Queen of the Central Palace
- Tenure: 1174 – c. 1190s
- Predecessor: Ti Lawka Sanda Dewi
- Successor: Wadanthika
- Born: c. 1140s Pagan (Bagan)
- Died: c. 1190s Pagan
- Spouse: Naratheinkha (c. 1160s–1174) Sithu II (1174–90s?)
- Issue: Thatti-Kami
- House: Pagan
- Father: Yazathu
- Mother: Eindawthe
- Religion: Theravada Buddhism

= Saw Ahlwan of Pagan =

Saw Ahlwan (စောအလွှမ်း, /my/; also known as Ale Pyinthe ("Queen of the Central Palace")) was a queen consort of kings Naratheinkha and Sithu II of the Pagan Dynasty of Myanmar (Burma).
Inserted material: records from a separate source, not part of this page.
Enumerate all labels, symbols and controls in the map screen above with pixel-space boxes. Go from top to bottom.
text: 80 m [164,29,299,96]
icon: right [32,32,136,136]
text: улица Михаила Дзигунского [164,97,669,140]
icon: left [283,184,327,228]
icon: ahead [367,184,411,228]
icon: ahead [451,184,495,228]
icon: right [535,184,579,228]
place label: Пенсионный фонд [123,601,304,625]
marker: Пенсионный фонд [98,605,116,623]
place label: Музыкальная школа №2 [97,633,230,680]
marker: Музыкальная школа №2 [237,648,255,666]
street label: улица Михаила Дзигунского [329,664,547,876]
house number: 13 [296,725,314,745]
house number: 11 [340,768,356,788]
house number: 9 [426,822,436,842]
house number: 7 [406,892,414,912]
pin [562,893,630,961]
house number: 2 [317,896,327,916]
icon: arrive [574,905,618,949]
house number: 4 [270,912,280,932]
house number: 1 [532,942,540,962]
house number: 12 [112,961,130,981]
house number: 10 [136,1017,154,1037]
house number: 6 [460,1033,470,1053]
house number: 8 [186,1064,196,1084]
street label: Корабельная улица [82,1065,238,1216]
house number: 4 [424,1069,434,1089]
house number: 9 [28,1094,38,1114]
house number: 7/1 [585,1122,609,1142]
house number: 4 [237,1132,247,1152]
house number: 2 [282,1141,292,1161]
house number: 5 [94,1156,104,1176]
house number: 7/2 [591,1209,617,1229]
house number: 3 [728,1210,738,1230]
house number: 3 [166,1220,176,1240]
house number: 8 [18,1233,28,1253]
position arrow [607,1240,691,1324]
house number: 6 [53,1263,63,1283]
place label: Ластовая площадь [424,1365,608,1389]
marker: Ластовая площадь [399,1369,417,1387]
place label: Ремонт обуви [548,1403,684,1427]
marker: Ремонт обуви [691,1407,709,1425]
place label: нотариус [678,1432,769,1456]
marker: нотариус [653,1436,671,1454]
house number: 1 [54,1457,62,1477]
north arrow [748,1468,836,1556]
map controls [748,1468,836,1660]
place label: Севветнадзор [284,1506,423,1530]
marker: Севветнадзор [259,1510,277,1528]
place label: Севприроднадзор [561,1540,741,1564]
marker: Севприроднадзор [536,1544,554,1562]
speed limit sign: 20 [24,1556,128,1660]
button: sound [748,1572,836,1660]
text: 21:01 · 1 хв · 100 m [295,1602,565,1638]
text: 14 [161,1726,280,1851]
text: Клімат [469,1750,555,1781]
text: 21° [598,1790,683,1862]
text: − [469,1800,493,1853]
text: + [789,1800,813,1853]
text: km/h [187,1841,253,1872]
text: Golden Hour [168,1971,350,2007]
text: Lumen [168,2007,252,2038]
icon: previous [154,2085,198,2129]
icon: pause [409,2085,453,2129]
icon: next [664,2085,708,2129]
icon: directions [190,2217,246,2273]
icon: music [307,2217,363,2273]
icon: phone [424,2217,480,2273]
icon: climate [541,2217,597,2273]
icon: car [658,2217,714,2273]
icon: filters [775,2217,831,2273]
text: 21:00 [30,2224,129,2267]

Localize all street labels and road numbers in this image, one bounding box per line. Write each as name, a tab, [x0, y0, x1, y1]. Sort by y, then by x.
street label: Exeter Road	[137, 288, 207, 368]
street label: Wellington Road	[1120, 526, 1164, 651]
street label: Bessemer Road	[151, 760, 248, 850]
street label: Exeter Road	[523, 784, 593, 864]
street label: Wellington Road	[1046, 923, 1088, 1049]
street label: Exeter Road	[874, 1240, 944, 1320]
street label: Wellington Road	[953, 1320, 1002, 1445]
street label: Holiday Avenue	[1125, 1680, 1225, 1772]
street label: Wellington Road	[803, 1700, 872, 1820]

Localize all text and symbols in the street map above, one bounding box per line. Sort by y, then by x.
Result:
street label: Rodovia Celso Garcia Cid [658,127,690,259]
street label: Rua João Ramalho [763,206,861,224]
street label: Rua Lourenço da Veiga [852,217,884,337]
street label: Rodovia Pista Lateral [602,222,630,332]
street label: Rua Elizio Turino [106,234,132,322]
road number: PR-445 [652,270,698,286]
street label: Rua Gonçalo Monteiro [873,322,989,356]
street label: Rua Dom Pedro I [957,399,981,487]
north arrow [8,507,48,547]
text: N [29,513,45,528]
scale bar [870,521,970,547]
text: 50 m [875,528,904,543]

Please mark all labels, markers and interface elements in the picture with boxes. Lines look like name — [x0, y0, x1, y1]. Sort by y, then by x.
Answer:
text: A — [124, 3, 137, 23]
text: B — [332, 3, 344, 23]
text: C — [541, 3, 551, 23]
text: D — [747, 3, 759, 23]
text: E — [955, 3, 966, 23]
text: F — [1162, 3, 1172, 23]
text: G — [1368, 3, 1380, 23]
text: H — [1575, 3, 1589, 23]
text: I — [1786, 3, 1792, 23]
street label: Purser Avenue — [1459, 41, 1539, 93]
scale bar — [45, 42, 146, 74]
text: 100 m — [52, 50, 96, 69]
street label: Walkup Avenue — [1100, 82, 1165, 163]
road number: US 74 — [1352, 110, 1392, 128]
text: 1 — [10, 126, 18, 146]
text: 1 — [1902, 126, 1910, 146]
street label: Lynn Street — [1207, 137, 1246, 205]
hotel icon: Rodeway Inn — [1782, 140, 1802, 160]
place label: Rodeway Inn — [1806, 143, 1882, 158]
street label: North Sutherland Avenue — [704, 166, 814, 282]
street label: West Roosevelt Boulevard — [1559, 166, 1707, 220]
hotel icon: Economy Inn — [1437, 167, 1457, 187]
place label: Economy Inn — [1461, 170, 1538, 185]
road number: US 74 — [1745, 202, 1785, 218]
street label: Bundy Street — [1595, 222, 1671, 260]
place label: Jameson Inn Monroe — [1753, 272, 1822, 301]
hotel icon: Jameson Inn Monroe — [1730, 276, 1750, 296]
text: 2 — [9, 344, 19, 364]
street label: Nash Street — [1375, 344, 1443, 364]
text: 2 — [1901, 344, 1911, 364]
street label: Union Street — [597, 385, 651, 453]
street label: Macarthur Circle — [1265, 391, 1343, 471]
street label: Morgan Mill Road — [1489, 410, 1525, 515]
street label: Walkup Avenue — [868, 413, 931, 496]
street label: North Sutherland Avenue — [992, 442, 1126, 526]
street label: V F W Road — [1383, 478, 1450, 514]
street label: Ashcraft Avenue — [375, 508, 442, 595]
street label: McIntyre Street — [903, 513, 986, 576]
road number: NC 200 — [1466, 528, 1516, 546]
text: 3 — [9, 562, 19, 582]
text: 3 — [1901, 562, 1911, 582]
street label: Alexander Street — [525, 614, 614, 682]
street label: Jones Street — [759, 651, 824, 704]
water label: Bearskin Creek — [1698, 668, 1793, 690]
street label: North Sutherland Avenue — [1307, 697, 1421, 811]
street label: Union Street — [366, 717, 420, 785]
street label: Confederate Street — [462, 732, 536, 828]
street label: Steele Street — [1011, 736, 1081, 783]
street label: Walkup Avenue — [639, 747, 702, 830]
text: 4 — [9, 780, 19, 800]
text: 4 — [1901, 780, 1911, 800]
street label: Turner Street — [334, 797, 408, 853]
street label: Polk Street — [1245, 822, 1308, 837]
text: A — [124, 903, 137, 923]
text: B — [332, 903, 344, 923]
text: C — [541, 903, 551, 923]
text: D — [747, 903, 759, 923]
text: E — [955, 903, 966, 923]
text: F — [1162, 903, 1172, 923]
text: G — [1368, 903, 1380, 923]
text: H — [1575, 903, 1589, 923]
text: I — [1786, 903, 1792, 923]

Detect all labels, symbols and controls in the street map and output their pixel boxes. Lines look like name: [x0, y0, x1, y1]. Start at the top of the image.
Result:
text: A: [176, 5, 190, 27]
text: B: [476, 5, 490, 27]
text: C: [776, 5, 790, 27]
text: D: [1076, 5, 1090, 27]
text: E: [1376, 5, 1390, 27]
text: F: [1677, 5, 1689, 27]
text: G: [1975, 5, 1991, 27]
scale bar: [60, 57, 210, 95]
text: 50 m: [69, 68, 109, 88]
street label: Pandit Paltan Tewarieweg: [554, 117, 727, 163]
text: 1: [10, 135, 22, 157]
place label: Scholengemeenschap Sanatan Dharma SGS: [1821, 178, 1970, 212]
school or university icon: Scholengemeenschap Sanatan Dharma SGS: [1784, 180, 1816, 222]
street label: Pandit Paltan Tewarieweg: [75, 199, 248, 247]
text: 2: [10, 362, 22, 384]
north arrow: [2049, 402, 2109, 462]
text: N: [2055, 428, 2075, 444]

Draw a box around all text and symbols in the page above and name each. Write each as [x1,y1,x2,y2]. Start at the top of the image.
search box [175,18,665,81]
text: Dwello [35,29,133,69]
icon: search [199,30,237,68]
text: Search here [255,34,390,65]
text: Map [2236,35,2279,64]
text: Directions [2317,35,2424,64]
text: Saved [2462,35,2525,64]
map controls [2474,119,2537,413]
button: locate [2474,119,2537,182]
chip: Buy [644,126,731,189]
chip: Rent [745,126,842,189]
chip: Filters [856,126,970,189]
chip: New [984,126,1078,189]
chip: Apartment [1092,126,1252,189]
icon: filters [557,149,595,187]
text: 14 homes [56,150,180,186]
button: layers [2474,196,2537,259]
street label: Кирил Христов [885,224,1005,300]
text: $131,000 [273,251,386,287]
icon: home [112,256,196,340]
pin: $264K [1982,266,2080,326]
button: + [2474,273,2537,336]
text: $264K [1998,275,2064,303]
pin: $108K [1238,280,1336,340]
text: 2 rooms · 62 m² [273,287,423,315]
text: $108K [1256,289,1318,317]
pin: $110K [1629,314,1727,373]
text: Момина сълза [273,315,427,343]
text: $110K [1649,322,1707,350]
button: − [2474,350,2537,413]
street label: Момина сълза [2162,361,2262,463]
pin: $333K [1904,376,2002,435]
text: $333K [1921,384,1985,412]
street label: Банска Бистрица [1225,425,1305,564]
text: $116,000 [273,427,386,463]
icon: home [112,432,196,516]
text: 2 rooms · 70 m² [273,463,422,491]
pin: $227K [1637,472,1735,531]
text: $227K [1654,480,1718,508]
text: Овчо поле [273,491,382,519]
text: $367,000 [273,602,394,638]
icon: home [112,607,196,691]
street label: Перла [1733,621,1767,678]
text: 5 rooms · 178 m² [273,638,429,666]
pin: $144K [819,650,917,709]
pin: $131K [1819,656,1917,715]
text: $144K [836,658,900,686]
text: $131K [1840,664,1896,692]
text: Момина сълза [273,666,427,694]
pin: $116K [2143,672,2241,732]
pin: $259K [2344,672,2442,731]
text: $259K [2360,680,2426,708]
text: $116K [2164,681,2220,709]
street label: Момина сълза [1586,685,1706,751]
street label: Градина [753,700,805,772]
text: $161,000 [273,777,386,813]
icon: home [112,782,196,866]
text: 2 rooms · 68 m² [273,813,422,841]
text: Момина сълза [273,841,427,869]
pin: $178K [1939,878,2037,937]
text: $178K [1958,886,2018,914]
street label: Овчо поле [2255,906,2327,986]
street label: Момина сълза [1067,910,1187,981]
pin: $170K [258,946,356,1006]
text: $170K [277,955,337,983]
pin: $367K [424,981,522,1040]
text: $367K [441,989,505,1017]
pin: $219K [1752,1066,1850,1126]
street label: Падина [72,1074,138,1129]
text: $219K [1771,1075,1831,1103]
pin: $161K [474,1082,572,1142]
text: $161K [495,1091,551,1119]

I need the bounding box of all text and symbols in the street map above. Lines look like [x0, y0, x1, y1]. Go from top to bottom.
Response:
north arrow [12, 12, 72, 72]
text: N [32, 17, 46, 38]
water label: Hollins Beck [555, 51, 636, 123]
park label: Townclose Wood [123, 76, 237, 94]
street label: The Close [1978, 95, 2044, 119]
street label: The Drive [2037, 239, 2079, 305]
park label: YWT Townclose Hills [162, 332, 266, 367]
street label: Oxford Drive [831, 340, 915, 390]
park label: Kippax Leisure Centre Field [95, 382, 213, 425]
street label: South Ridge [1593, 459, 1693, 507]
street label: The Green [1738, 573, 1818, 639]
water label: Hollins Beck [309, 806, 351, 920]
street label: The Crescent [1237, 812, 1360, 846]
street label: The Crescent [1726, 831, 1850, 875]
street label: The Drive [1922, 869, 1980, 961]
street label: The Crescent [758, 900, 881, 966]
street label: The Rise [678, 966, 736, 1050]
The queen was the elder of the two daughters of Yazathu and Eindawthe, niece of queens Taung Pyinthe and Khin U. Chronicles simply refer to her as Ale Pyinthe ("Queen of the Central Palace") but according to an inscription from Sithu II's reign, her title or personal name appears to be Saw Ahlwan (or Saw Hteikhta (စောထိပ်ထား) in modern Burmese). She had a daughter named Thatti-Kami with Sithu II. She died during the reign of Sithu II (after the death of Queen Weluwaddy in 1186), and was succeeded by another queen as the Queen of the Central Palace.

==Bibliography==
- Kala, U (1724). "Maha Yazawin"
- Maha Sithu (2012). "Yazawin Thit"
- Royal Historical Commission of Burma (1832). "Hmannan Yazawin"
- Than Tun (1964). "Studies in Burmese History"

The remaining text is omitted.